[Start of section]

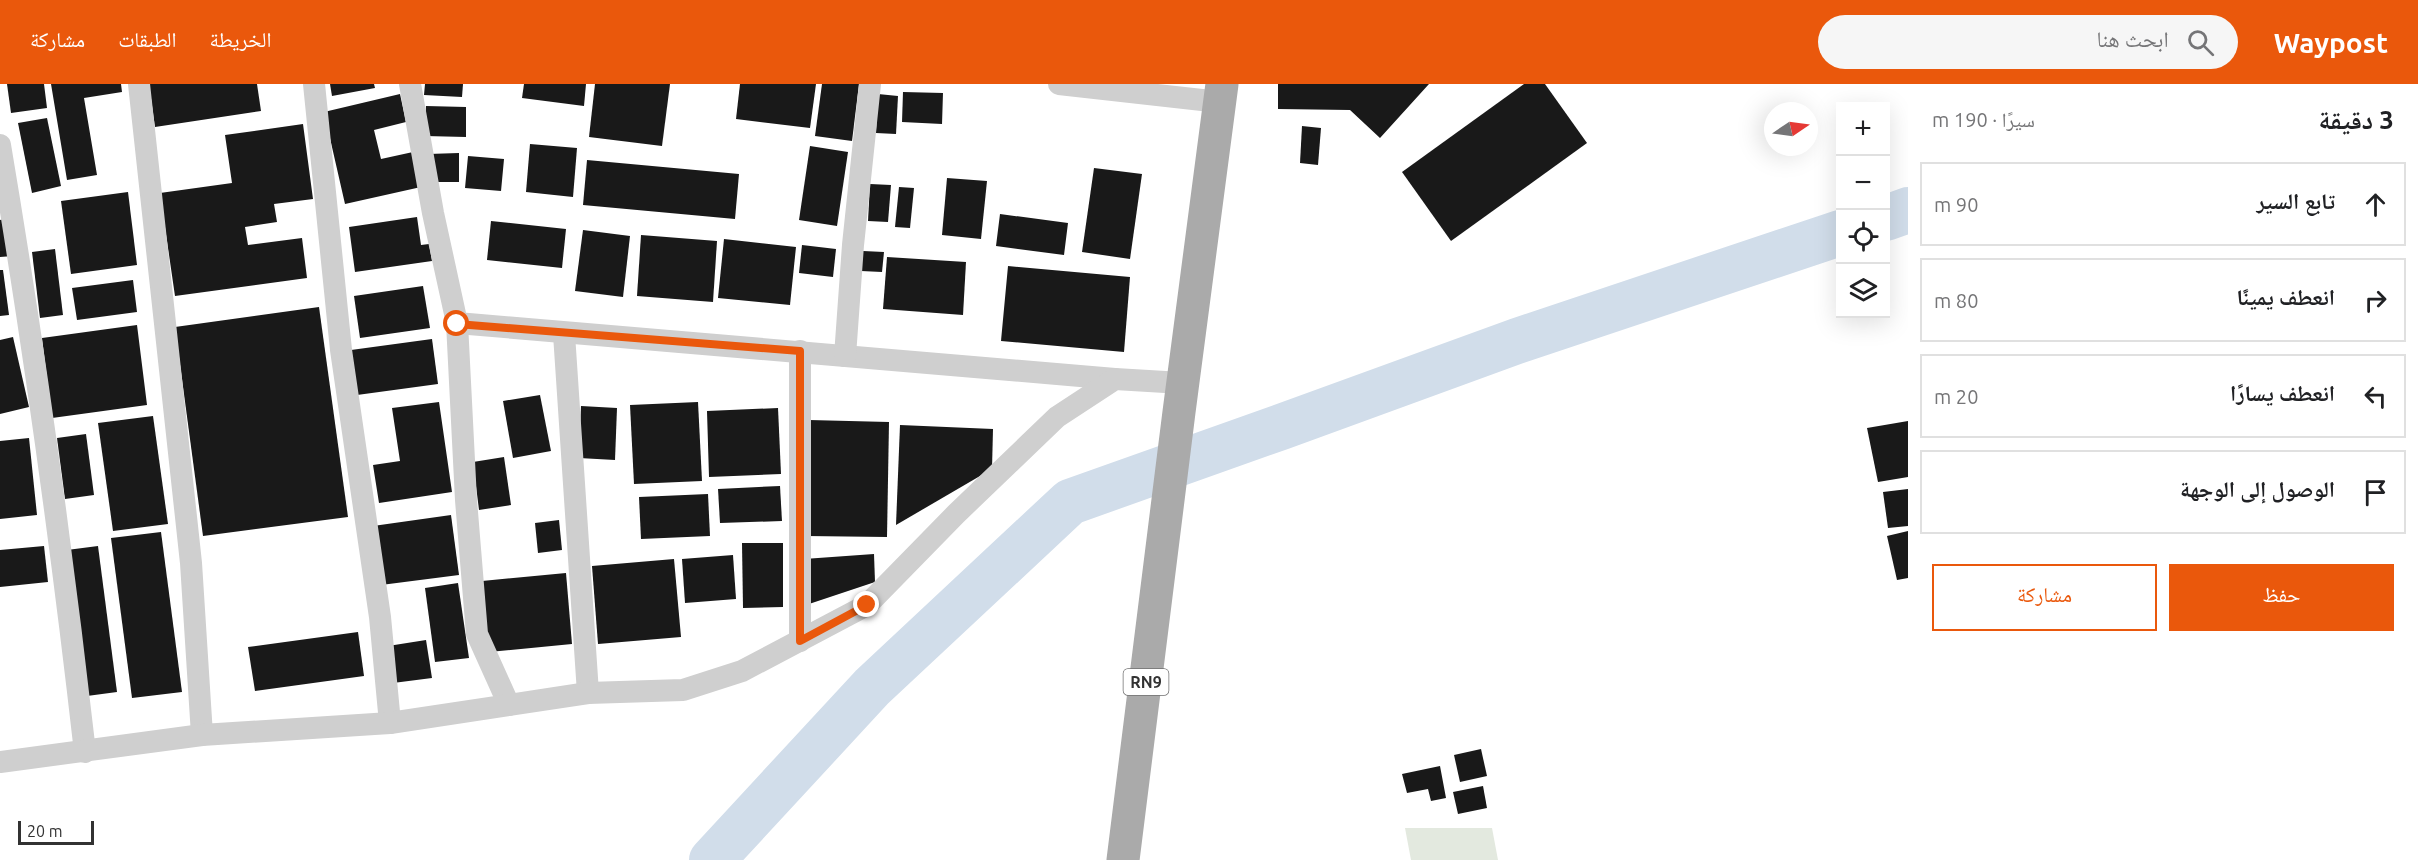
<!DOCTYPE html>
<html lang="ar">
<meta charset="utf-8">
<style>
:root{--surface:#fff;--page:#f6f6f6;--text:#202124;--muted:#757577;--line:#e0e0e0;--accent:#ea580c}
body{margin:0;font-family:Ubuntu,"Noto Naskh Arabic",sans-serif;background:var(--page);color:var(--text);direction:rtl}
.controls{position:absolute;right:18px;top:18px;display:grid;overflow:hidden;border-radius:0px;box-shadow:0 6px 24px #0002}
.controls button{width:54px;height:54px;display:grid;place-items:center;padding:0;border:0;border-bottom:2px solid var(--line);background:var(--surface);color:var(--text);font:30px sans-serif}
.compass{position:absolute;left:1764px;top:18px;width:54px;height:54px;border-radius:50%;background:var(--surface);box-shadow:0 6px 24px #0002;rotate:77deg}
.scale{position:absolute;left:18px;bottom:15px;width:76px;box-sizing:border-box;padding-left:6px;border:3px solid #323232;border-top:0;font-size:16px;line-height:21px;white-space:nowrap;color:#323232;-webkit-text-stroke:4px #fff;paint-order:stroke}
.stop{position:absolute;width:18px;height:18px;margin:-14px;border:4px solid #ea580c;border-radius:50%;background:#fff}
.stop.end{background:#ea580c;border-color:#fff;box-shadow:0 2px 6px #0008}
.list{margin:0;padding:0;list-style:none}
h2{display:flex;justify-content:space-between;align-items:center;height:78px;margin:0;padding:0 24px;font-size:26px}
h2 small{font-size:20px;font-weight:400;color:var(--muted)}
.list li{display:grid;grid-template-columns:39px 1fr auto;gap:18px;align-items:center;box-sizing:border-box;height:84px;margin:0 12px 12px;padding:0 12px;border:2px solid var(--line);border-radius:0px}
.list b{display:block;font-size:22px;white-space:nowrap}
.list em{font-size:20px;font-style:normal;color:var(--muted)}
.actions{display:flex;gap:12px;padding:18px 24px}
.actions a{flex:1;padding:14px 0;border:2px solid var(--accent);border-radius:0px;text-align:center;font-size:21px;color:var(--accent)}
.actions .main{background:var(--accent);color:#fff}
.icon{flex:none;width:33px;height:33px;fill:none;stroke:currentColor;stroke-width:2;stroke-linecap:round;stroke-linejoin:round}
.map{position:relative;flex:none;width:1908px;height:776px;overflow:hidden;direction:ltr}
header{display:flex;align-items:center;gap:36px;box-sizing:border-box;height:84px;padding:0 30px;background:var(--accent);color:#fff}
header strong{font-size:28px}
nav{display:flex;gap:33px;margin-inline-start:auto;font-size:21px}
.search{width:420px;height:54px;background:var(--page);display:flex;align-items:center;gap:15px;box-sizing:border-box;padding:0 21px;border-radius:33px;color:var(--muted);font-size:22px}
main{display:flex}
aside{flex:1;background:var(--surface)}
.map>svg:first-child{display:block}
.green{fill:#e3e9df}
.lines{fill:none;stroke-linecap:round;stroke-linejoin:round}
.river{stroke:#d1ddea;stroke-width:46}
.building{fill:#191919}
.street{stroke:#cfcfcf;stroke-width:22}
.primary{stroke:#aaa;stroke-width:33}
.route{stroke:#ea580c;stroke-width:8}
.labels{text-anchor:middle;stroke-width:6;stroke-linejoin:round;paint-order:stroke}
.shield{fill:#fff;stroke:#707070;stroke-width:1.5}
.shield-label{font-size:16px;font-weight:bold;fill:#323232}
</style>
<header>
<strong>Waypost</strong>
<div class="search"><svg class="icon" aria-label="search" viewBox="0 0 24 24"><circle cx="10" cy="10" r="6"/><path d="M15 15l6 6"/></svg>ابحث هنا</div>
<nav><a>الخريطة</a><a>الطبقات</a><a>مشاركة</a></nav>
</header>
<main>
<aside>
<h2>3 دقيقة<small>سيرًا · 190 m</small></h2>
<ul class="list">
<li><svg class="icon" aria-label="ahead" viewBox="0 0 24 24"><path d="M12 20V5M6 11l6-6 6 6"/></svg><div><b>تابع السير</b></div><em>90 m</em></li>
<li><svg class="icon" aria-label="right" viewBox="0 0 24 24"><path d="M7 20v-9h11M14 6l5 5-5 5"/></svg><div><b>انعطف يمينًا</b></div><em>80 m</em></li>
<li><svg class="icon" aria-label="left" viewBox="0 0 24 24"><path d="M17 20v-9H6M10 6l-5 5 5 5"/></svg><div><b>انعطف يسارًا</b></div><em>20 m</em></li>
<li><svg class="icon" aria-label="arrive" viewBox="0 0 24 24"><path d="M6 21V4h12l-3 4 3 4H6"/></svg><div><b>الوصول إلى الوجهة</b></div></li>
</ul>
<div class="actions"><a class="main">حفظ</a><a>مشاركة</a></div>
</aside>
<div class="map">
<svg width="1908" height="776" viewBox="0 0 1908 776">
<rect width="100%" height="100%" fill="#fff"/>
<path class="green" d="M1405,744H1492L1498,776H1411Z"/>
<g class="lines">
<g class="river">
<path d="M1886,134L1908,126"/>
<path d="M712,776L872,603L1070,418L1281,343L1517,257L1840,149"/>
</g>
</g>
<g class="building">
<path d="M7,0H44L47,24L11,29Z"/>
<path d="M51,0H121L122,8L84,14L97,91L67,96Z"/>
<path d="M149,0H257L261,27L155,43Z"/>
<path d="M330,0H374L375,4L332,12Z"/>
<path d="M425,0H463L462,13L424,11Z"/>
<path d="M524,0H586L584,22L522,14Z"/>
<path d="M595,0H670L662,62L589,53Z"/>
<path d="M740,0H816L810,44L736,35Z"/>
<path d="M822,0H859L852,57L815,52Z"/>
<path d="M1278,0H1429L1380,54L1350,26L1278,25Z"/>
<path d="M1524,0H1545L1587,59L1451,157L1402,88Z"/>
<path d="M903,8L943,9L942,40L902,38Z"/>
<path d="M400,10L406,38L374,46L381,75L413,68L421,103L345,120L324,28Z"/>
<path d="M878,10L898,12L896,50L876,49Z"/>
<path d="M426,22L466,23V53L425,52Z"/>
<path d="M47,34L61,102L32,109L18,39Z"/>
<path d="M303,40L313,115L274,120L277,138L245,143L248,161L302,154L307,194L175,212L160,109L232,99L225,51Z"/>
<path d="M1302,42L1321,44L1318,81L1300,79Z"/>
<path d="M530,60L577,64L573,113L526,108Z"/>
<path d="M810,62L848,68L837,142L799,136Z"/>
<path d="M459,69V98H429L428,70Z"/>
<path d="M468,72L504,75L501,107L465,104Z"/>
<path d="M587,76L739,90L735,135L583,121Z"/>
<path d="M1094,84L1142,90L1130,175L1082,168Z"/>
<path d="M947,94L987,97L981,155L942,151Z"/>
<path d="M870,100L891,101L888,138L868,137Z"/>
<path d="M899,103L914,104L910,144L895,143Z"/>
<path d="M128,108L137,181L71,190L61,117Z"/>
<path d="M1000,130L1068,139L1064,171L996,162Z"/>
<path d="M417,133L421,161L429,160L432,177L355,188L349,143Z"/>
<path d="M8,134L13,172L0,173V136Z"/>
<path d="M491,137L566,145L562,184L487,176Z"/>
<path d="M583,146L630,152L623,213L575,207Z"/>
<path d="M641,151L717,157L713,218L637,212Z"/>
<path d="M724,155L796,163L790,221L718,214Z"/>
<path d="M802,161L836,165L833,193L799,189Z"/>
<path d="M55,165L63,231L40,234L32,168Z"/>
<path d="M863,167L884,168L882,188L861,187Z"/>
<path d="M887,173L966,178L963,231L883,225Z"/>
<path d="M1008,182L1130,193L1124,268L1001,257Z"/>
<path d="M0,186H3L9,231L0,232Z"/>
<path d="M133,196L137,228L77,236L72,204Z"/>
<path d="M423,202L430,244L360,254L354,212Z"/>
<path d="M319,223L348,433L203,452L175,243Z"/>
<path d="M137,241L147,321L52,334L42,254Z"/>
<path d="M13,253L29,323L0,330V256Z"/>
<path d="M432,255L438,300L357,311L351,266Z"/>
<path d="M540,311L551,367L513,374L503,317Z"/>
<path d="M439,318L452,408L379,419L373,381L400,377L392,324Z"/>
<path d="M698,318L702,397L634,400L630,321Z"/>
<path d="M581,322L617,324L615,376L579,374Z"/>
<path d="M778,324L781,390L709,393L707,327Z"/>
<path d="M153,332L168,440L113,447L98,339Z"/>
<path d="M809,336L889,338L887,453L806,452Z"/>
<path d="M1908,337V393L1878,398L1867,344Z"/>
<path d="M900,341L993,345L992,385L896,441Z"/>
<path d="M86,350L94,411L65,415L57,354Z"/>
<path d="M29,354L37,431L0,435V357Z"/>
<path d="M504,373L511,421L479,426L473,378Z"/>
<path d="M780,402L782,437L720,439L718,405Z"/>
<path d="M1908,405V442L1888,444L1883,408Z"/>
<path d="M708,410L710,452L641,455L639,413Z"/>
<path d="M451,431L459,491L381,501L373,442Z"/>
<path d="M559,436L562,466L538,469L535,439Z"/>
<path d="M1908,447V494L1897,496L1887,452Z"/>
<path d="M161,448L182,608L132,614L111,454Z"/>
<path d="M742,459H783V523L743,524Z"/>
<path d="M44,462L48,498L0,503V466Z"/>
<path d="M98,462L117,608L87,612L67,466Z"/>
<path d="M874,470L875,498L806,521L804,475Z"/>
<path d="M733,471L736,515L685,519L682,475Z"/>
<path d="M674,475L681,553L598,560L592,482Z"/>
<path d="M566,489L572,560L489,568L482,497Z"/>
<path d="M458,499L469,574L435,578L425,504Z"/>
<path d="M358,548L364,592L255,607L248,563Z"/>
<path d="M426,556L432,594L393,599L388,562Z"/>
<path d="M1481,665L1487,692L1460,698L1454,671Z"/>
<path d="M1440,682L1446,714L1431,717L1428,705L1407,709L1402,690Z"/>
<path d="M1483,702L1487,724L1458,730L1453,708Z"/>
</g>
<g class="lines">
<g class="street">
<path d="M139,0L191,479L202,651"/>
<path d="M314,0L341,266L380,533L390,639"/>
<path d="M410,0L433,129L457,239L466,416L477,550L509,621"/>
<path d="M1059,0L1220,18"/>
<path d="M0,61C34,263 62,465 85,668"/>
<path d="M457,239L1115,295"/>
<path d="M564,250L588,609"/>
<path d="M800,267V557"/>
<path d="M845,272L853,161L870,0"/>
<path d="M0,678L202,651L390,639L588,609L683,606L742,587L867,521L956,430L1057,333L1115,295L1182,299"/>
</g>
<path class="primary" d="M1123,776L1179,328L1222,0"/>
</g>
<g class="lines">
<path class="route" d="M457,240L800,267V557L867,521"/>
</g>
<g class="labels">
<rect class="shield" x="1123.5" y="585" width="45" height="26" rx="4.5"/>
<g class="shield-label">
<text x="1146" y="604">RN9</text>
</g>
</g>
</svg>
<div class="controls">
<button>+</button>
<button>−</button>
<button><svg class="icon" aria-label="locate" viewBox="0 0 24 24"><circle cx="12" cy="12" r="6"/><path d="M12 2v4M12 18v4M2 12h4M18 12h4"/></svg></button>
<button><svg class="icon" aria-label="layers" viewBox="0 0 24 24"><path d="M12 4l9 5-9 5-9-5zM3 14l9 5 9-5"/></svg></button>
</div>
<svg class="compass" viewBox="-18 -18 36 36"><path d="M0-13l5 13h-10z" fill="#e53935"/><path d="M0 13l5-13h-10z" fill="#757577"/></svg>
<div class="scale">20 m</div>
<div class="stop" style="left:457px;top:240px"></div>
<div class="stop end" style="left:867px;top:521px"></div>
</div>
</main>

[End of section]

§ What you will do: Across the entries above, how many lines carry the word "solid"? Write only the number.

§ Answer to the exercise: 5